CHAPTER FIVE: THE PARTISANS IN WESTERN BOSNIA, c. JULY 1941-OCTOBER 1942

This chapter covers events in Western Bosnia, which became the center of Partisan resistance after the collapse in eastern Bosnia under Chetnik, Nedicite, and Axis assault. In order to explain the dynamics at work in this region, Dr. Hoare moves back in time to the period just before the outbreak of the rebellion, in order to examine the regional particulars at work in this region; and also to explain why the Partisans were ultimately more successful in western Bosnia, and why this became the heart of the movement.

These developments are covered in extensive detail; rather than summarizing them all, I will merely note that in very broad terms some of the underlying challenges for the Partisans were the same--the chasm between city and country, the political immaturity of the Serb peasant soldiers, distrust between Partisan units and Croat and Muslim peasants, competition from Chetnik-sympathetic leaders, and so forth. There wasn't a war between Partisan and Chetnik armies, but rather a competition within one disparate resistance force from competing ideologies.

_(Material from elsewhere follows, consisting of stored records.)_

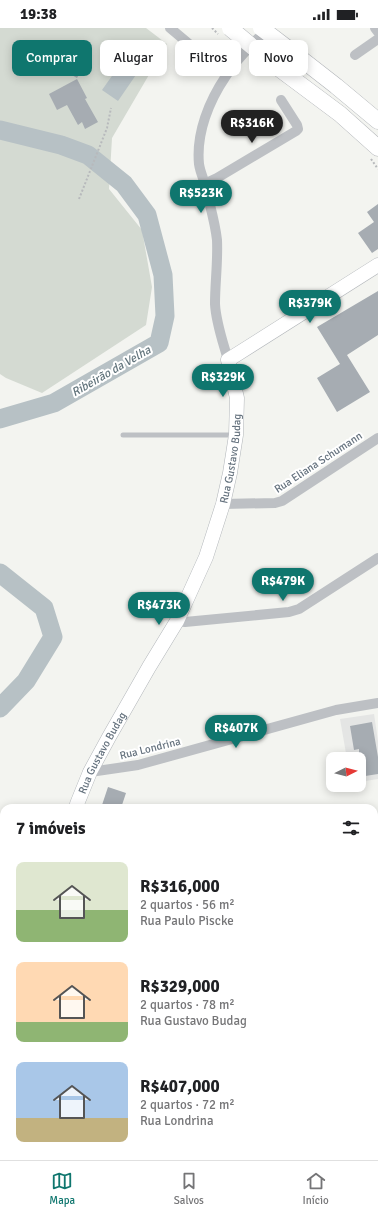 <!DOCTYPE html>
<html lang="pt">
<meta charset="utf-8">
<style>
body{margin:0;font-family:Signika,sans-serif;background:#f2f2f2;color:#202124;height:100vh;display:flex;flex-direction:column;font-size:15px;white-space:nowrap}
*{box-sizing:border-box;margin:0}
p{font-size:13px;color:#757577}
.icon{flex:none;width:22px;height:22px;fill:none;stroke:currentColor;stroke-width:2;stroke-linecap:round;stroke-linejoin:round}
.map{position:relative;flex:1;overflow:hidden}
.panel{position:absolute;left:0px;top:776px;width:378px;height:356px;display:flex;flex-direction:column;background:#fff;border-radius:12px 12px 0 0;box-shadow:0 2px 10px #0003}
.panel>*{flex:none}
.banner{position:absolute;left:12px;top:12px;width:354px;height:36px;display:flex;gap:8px}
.needle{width:26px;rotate:84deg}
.controls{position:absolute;left:326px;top:724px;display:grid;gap:8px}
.controls a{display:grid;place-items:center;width:40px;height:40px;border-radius:8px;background:#fff;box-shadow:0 2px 10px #0003;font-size:20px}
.price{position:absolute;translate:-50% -34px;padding:0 9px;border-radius:14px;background:#0f766e;color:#fff;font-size:13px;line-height:26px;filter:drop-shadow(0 1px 2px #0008)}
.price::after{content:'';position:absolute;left:50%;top:24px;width:12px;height:9px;margin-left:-6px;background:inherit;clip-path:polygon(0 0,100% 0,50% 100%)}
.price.active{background:#222;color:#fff}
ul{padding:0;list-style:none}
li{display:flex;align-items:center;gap:12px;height:100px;padding:0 16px}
li span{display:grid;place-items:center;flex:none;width:112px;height:80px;border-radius:8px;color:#555}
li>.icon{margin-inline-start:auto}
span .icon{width:48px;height:48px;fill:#fffc;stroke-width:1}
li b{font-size:17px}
h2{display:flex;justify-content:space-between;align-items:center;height:48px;padding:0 16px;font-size:17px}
.tag{padding:0 14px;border-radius:8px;background:#fff;box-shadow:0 2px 10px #0003;font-size:14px;line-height:36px}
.tag.active{background:#0f766e;color:#fff}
.status{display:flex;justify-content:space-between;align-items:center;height:28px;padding:0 20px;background:#fff;direction:ltr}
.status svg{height:11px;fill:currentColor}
.tab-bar{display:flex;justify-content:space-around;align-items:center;height:56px;border-top:1px solid #e0e0e0;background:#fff;font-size:11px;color:#757577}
.tab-bar a{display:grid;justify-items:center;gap:2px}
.tab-bar .active{color:#0f766e}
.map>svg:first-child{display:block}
.built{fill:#e4e5e4}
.green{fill:#d4dad2}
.water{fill:#b7c1c5}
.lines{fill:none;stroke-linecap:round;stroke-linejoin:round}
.river{stroke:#b7c1c5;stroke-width:19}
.building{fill:#a6acb2}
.secondary-casing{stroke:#b2b6ba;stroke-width:15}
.primary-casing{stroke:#b1b4b8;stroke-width:17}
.path{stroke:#b7b9bc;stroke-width:2;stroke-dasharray:2 2;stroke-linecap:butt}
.lane{stroke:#bdc0c4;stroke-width:5}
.street{stroke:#bdc0c4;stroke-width:10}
.secondary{stroke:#fff;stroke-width:14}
.primary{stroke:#fff;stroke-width:16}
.primary-bridge-casing{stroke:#b1b4b8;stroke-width:17;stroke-linecap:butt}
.primary-bridge{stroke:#fff;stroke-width:16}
.labels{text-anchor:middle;stroke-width:4;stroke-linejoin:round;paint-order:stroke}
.street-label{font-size:11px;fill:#65727e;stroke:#fff}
.water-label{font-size:12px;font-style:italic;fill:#61737b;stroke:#fff}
</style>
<div class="status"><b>19:38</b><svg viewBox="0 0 49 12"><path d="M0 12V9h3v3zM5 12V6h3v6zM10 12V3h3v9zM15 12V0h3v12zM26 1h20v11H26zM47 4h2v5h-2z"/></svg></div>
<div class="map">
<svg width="378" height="1132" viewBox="0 0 378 1132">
<rect width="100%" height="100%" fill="#f3f4f0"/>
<polygon class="built" points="374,686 378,713 378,751 359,754 359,731 347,731 340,691"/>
<g class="green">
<polygon points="0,0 146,0 167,16 112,110 109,161 142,202 152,259 146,297 42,365 6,350 0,346"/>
<polygon points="374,868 378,869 378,903 374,901"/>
<polygon points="374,929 378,931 378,1018 374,1018"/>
<polygon points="0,971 4,971 4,1111 0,1114"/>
</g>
<polygon class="water" points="109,19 140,41 118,73 102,62 119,38 103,27"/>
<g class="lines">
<g class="river">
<polyline points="0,102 61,117 88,127 124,156 147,187 163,247 165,288 159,315 54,375 0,391"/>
<polyline points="0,545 44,580 53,609 26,653 0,680"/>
<polyline points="374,912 378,914"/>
<polyline points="0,928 4,929"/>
</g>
</g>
<g class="building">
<polygon points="75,37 82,41 77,50 70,46"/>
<polygon points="77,51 87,70 85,71 98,94 85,101 82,94 78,97 67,77 57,82 49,66"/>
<polygon points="378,176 378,221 372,225 358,205 374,194 367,184"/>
<polygon points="378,263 378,307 347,327 370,364 337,384 317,350 340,336 317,299"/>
<polygon points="372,694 378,729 378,746 359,749 359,721 354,722 350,698"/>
<polygon points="108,759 126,765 121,780 101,780"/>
</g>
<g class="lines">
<defs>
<g id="secondary">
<path id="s1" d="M77 780V776L90 744 109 709 149 639 177 593 206 529 223 476 230 445 236 407 237 370 228 332 378 237"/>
<polyline points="0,955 4,956"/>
<polyline points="75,1128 75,1132"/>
</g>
<g id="primary">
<polyline points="286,19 336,58 378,93"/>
<polyline points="273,36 340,86 378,120"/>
</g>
</defs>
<use href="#secondary" class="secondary-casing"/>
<use href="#primary" class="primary-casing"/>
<g class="path">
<polyline points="212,0 218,6"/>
<polyline points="371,131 378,141"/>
<polyline points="79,171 107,100 111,80"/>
</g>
<polyline class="lane" points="123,407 235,407"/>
<g class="street">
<polyline points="170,0 226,47"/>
<polyline points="375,0 378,4"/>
<polyline points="355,27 378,11"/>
<polyline points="204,156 217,150 296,103 298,101 297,97 281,72"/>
<path d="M228 332C223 314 216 295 215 276 215 255 218 234 217 212 215 193 209 175 205 156 203 150 200 143 199 136 196 105 209 73 226 48 237 30 254 15 268 0"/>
<polyline points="223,476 275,475 282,473 378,410"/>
<polyline points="177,593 185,594 289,584 299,581 378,530"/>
<polyline points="90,744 138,737 336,682 378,675"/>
<polyline points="374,831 378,830"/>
<polyline points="240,1128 241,1132"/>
<polyline points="365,1128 366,1132"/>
<polyline points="82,1132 88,1128"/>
</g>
<use href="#secondary" class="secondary"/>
<use href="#primary" class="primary"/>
<defs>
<g id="primary-bridge">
<polyline points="230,0 273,36"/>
<polyline points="261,0 286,19"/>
</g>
</defs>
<use href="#primary-bridge" class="primary-bridge-casing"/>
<use href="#primary-bridge" class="primary-bridge"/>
</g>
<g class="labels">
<g class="street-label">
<text dy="4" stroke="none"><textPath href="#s1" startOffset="385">Rua Gustavo Budag</textPath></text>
<text transform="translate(318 434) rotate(-33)" y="4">Rua Eliana Schumann</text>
<text transform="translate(150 720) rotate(-14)" y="4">Rua Londrina</text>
<text dy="4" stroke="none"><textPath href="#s1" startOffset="61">Rua Gustavo Budag</textPath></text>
</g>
<g class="water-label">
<text transform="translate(111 343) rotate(-30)" y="4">Ribeirão da Velha</text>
</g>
</g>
</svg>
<div class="controls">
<a><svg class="needle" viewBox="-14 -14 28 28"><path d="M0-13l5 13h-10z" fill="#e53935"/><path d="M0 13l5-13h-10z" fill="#757577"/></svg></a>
</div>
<b class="price active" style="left:252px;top:116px">R$316K</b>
<b class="price" style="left:201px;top:186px">R$523K</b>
<b class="price" style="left:310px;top:296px">R$379K</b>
<b class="price" style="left:223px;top:370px">R$329K</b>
<b class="price" style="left:283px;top:574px">R$479K</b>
<b class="price" style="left:159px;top:598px">R$473K</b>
<b class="price" style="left:236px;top:721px">R$407K</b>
<div class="banner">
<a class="tag active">Comprar</a>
<a class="tag">Alugar</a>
<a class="tag">Filtros</a>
<a class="tag">Novo</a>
</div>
<section class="panel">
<h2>7 imóveis<svg class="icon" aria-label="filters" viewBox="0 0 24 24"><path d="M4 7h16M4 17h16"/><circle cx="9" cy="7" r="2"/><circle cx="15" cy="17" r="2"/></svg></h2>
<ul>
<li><span style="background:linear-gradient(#dfe7d0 60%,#8fb573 0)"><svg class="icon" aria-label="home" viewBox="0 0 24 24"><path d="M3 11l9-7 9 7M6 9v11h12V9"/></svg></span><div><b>R$316,000</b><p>2 quartos · 56 m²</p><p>Rua Paulo Piscke</p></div></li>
<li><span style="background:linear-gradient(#ffd9b3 75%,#8fb573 0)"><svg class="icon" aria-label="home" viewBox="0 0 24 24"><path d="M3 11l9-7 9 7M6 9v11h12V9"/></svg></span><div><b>R$329,000</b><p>2 quartos · 78 m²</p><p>Rua Gustavo Budag</p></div></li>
<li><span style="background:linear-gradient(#a9c7e8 70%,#c2b280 0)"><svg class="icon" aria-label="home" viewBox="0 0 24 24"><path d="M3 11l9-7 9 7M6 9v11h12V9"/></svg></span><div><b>R$407,000</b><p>2 quartos · 72 m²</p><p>Rua Londrina</p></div></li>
</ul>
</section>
</div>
<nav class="tab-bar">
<a class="active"><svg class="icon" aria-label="map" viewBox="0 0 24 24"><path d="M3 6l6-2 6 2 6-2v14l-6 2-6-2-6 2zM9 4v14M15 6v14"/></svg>Mapa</a>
<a><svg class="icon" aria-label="saved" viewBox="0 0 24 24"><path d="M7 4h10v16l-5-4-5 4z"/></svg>Salvos</a>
<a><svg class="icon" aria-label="home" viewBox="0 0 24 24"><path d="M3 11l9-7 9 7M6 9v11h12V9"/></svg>Início</a>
</nav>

The Communists realized that they needed to increase their political presence in order to combat the appeal of crude Serb nationalist propaganda, and to make other institutional changes as well. When warfare finally did break out between the two groups, the Chetniks--further removed from Serbia than those in eastern Bosnia--were forced to turn to, of all possible allies, the Ustasha and the NDH state; the alliance between the two was never very stable or wholly productive, but along with the cooperation of the Italian and German occupiers this put the Partisan forces at an overwhelming disadvantage. Yet the inevitable defeat was almost temporary; for reasons which are complex and I haven't summarized here, the Partisans had greater public support and a more developed political infrastructure than in eastern Bosnia; once Axis troops pulled out, Partisan forces were easily able to resume control in spite of having been "defeated" the the Chetniks and their allies.

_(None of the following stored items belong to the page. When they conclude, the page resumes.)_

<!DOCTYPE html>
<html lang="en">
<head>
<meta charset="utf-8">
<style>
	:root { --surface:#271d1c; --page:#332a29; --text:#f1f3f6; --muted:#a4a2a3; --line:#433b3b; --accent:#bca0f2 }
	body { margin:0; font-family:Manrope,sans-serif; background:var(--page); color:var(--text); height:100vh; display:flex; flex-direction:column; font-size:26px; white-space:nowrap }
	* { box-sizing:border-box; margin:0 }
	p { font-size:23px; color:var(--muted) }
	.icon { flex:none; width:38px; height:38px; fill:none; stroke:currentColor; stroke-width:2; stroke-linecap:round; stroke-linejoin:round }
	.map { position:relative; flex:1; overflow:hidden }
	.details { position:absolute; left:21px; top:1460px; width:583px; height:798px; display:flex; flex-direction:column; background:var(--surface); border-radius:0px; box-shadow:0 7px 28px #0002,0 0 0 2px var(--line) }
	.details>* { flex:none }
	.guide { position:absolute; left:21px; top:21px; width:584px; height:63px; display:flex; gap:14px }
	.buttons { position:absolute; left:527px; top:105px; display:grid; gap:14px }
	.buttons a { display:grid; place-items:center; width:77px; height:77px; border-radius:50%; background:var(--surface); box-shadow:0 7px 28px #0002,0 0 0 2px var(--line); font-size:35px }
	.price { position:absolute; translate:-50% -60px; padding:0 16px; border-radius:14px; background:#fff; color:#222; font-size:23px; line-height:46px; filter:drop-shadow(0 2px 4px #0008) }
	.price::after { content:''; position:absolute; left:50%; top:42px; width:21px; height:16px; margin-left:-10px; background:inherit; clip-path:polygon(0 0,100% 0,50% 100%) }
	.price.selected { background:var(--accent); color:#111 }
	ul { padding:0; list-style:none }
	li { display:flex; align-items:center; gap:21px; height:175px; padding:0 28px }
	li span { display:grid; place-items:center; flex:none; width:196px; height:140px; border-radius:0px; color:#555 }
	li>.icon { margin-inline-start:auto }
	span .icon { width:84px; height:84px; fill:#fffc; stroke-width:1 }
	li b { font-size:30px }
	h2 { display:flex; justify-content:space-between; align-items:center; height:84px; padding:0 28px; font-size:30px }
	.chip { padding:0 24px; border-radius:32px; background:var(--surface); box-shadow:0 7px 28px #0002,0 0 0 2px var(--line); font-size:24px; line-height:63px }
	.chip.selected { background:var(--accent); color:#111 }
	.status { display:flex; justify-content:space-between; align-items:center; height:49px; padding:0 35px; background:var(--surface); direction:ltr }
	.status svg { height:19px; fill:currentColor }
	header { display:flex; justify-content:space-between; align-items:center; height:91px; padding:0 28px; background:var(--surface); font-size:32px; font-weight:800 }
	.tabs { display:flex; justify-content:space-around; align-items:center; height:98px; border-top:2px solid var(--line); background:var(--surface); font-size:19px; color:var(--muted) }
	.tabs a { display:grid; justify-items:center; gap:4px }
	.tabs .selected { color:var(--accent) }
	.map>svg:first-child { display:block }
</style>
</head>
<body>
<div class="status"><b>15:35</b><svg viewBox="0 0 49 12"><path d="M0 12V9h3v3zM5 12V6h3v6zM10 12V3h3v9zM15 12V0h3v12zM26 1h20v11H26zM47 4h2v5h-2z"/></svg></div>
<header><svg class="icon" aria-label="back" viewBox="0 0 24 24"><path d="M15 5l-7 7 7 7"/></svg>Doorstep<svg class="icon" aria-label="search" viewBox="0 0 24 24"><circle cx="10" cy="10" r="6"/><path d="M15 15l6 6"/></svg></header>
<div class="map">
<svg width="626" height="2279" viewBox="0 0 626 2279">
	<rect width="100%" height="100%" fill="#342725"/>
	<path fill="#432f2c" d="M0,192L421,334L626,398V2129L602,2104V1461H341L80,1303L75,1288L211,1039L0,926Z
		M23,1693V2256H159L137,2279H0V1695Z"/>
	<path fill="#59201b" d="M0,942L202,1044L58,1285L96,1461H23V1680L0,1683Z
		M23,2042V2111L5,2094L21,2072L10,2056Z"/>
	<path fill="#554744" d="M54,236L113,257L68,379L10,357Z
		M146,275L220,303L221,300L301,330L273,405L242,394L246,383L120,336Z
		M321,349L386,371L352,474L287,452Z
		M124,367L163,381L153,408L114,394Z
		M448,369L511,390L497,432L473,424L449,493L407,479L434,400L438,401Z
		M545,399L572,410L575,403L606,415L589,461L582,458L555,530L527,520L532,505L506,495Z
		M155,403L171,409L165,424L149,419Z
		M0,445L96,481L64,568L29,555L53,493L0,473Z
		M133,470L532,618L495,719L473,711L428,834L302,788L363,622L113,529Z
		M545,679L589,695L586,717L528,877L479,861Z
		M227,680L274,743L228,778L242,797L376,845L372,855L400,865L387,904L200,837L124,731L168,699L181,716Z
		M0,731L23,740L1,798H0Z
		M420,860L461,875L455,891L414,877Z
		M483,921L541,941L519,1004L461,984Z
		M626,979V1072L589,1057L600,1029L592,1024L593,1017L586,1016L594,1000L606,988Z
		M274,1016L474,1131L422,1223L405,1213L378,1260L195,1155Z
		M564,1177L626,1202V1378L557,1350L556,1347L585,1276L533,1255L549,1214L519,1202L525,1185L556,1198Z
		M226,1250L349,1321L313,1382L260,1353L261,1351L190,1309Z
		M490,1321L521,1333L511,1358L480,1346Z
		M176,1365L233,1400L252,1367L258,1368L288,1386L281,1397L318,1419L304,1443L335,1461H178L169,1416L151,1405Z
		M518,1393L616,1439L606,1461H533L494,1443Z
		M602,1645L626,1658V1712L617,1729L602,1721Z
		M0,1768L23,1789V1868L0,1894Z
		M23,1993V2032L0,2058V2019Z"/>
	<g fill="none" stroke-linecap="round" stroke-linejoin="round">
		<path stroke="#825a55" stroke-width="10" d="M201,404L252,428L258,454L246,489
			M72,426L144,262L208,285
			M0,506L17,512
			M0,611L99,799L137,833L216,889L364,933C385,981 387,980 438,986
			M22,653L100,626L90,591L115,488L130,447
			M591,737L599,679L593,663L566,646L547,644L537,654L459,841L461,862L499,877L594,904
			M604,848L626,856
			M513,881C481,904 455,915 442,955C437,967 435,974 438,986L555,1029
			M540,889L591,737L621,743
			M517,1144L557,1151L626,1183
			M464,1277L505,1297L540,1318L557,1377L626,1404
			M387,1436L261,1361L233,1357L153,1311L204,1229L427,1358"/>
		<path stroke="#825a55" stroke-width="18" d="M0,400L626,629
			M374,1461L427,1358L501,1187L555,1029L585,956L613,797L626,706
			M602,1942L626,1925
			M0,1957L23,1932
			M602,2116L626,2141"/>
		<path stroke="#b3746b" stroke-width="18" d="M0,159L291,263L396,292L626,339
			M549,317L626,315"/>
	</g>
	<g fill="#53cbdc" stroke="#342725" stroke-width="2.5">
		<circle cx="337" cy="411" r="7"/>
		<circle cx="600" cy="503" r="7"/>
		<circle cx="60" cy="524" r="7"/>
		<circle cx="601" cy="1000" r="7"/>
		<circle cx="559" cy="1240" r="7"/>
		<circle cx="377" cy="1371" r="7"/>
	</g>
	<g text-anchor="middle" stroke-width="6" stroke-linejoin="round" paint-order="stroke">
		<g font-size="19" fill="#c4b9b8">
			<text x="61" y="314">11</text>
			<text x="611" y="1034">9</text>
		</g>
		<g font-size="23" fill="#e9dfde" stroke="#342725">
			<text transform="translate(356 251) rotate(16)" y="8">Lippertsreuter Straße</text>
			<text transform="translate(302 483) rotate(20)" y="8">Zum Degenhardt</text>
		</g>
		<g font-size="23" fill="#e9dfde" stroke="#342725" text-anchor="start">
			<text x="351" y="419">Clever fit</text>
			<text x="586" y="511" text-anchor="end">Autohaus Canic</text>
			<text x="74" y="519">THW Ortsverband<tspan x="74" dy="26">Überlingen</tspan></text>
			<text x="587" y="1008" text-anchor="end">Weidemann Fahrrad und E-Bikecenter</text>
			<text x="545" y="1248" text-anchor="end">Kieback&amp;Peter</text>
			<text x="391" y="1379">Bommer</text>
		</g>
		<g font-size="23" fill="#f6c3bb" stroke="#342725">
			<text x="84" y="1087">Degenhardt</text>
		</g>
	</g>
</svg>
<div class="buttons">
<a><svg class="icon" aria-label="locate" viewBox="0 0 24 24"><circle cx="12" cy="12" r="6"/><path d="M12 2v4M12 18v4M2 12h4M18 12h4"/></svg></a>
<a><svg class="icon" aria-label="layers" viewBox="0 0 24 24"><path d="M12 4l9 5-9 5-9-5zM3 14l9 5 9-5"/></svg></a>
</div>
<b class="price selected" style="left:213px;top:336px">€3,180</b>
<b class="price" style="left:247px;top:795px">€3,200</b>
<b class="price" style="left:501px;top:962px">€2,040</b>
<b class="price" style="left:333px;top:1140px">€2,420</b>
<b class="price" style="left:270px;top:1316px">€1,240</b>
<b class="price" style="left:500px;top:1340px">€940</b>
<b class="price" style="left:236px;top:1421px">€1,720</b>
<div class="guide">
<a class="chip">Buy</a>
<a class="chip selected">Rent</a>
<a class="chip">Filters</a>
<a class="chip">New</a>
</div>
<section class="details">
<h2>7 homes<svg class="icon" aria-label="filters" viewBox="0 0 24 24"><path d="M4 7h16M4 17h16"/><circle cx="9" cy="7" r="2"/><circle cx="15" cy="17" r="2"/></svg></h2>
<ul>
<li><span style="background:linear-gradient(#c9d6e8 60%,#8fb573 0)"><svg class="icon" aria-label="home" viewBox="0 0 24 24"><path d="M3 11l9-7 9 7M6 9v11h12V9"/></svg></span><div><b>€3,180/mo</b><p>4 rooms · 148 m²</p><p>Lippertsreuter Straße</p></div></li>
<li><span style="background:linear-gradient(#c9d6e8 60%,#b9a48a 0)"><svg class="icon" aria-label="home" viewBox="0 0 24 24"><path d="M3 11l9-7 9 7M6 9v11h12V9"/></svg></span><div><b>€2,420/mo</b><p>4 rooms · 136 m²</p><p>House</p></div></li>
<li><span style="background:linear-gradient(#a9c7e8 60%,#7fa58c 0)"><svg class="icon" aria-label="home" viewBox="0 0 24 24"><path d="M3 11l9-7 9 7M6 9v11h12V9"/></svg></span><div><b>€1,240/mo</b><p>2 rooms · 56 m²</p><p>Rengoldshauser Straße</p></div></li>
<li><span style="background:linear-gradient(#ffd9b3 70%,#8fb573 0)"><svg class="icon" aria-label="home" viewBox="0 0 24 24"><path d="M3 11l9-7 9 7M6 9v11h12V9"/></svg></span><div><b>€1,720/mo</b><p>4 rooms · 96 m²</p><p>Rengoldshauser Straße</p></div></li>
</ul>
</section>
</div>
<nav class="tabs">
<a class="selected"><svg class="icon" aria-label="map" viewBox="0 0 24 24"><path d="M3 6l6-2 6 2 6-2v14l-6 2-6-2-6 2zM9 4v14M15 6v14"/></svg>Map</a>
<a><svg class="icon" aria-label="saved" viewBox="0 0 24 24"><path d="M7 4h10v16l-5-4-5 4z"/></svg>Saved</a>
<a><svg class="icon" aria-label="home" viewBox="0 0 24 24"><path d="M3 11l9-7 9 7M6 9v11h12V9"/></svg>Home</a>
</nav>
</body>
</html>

In short, the Partisans were ultimately more successful because in western Bosnia they not only realized that their best hope of defeating the Chetniks and uniting the people behind them was to put their multinational rhetoric and ideals into practice, they were--for a variety of local demographic, political, economic, and social factors--actually able to do so.

By the end of this chapter, the seeds of the future multinational Partisan army are beginning to bear fruit; the Croats of the Livno area were providing a solid base of Croat support, and Croats and Muslims of Bosanka Krajina were beginning to sense that there was a real difference between the Partisans and their Chetnik opponents. Real efforts were made to restrain the bigoted passions of peasant soldiers, to educate them in Partisan ideology and the nascent dogma of what would become known as "Brotherhood and Unity", and to articulate a Bosnian patriotism which could serve as a tangible, livable counter to Great Serb propaganda.

The chapter ends with a consideration of how Partisan efforts on behalf of gender equity were crucial to their ultimate success; Chetnik ideology was conservative in all respects, while Partisan rhetoric about the equality of women and their political and cultural liberation spoke to half of Bosnia's population. This was ultimately a great advantage for the Partisans--and their opponents knew it, as shown by the frequency of Ustasha and Chetnik propaganda about "women of low morals" and such.

It cannot be overstressed how much of Dr. Hoare's book focuses on the fact that the Partisans succeeded because they were ultimately able to impose an urban, literate, cosmopolitan leadership onto an army filled with recruits from rural, provincial, conservative villages and hamlets. The Chetniks--proudly rural, anti-urban, and conservative in all ways--ceded the cities to the Partisans, as well as the potential of Bosnia's women, and they would pay for their stubborn provinicialism.